For the first few days it seemed as if the glint of the safety pin was catching my eye on many people in many places. This outward show of support swelled quickly and then faded away just as fast, as most fads do. But for my small nine year old with a big heart and eyes to see, it remained an important reminder of the kind of person he is striving to be in these times. He is so insistent that now more than ever we need to make our kindness known, that nearly two months later, not a day has gone by without this now tarnished little safety pin attached to his shirt.
A few weeks in, he began to worry that people would be so used to his safety pin they would no longer see it, or that he might begin to forget it was there, so he began attaching two— just in case. Just to be sure.
Alongside of eating breakfast and teeth-brushing, fastening these pins has become a daily part of his morning regiment. He even attaches them to his pajamas at night, as if perhaps the people he encounters in his dreams might somehow need him. The pin holes in his shirts have begun to widen and stretch and warp the fabric. But he looks past these blemishes and continues to insist on the necessity of the daily piercing of the pins.

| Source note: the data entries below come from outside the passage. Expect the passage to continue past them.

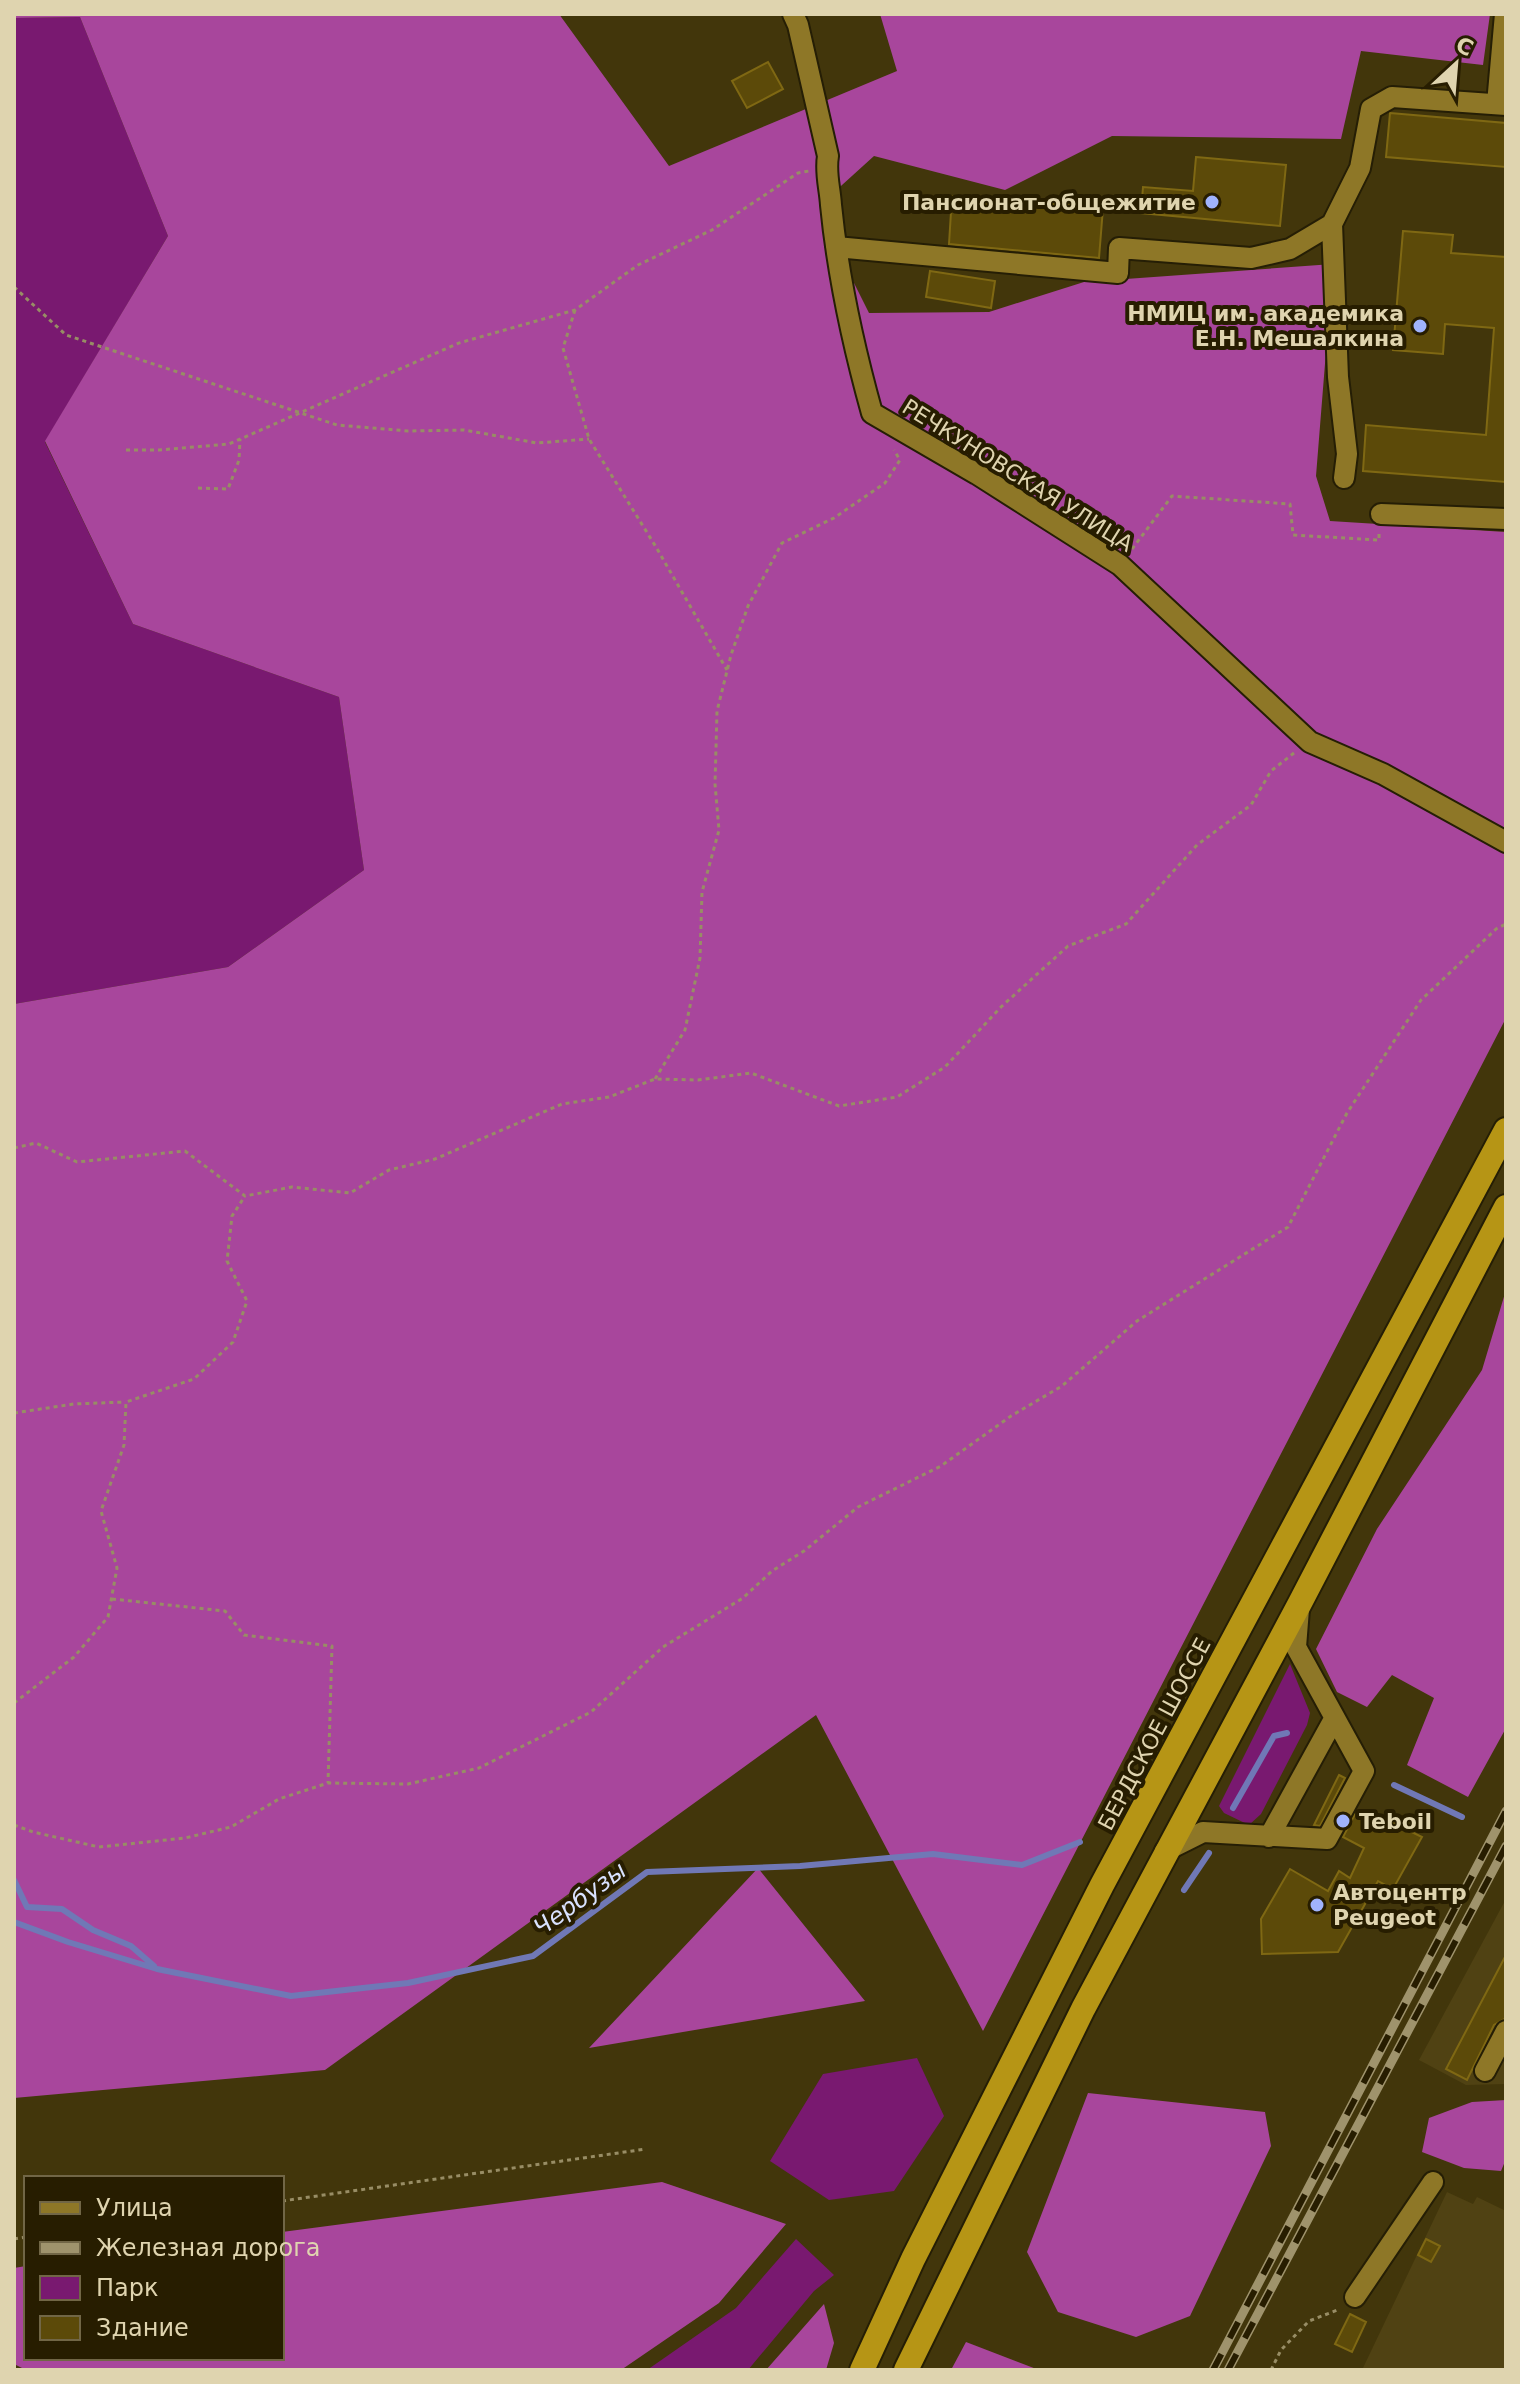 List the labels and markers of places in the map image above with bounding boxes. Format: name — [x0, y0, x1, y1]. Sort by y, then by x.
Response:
place label: Пансионат-общежитие — [902, 190, 1196, 215]
marker: Пансионат-общежитие — [1203, 193, 1221, 211]
place label: НМИЦ им. академика Е.Н. Мешалкина — [1127, 301, 1404, 351]
marker: НМИЦ им. академика Е.Н. Мешалкина — [1411, 317, 1429, 335]
place label: Teboil — [1359, 1809, 1432, 1834]
marker: Teboil — [1334, 1812, 1352, 1830]
place label: Автоцентр Peugeot — [1333, 1880, 1467, 1930]
marker: Автоцентр Peugeot — [1308, 1896, 1326, 1914]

As his mother, I don’t wear a safety pin. I confess, I did for a week or so like many others who were swept up in the passing fad. But I do pray to be open to receiving the spirit of kindness that my nine year old son teaches me daily. I ask for the moral courage to take seriously the hardships that are already unfolding for those around me in these uncertain times. May God give me eyes to see and a heart whose kindness will be willing to step in regardless of the cost to self.
My hope is that a growing number of us will continue to realize – as this nine year old boy has – the kind of people we are called to be in these times. May we enter the spaces of our lives with our eyes wide open and remain steadfast in our conviction to be people who step up and step in, people who love generously in hateful situations and who embody light in dark places regardless of how stretched out we may sometimes feel.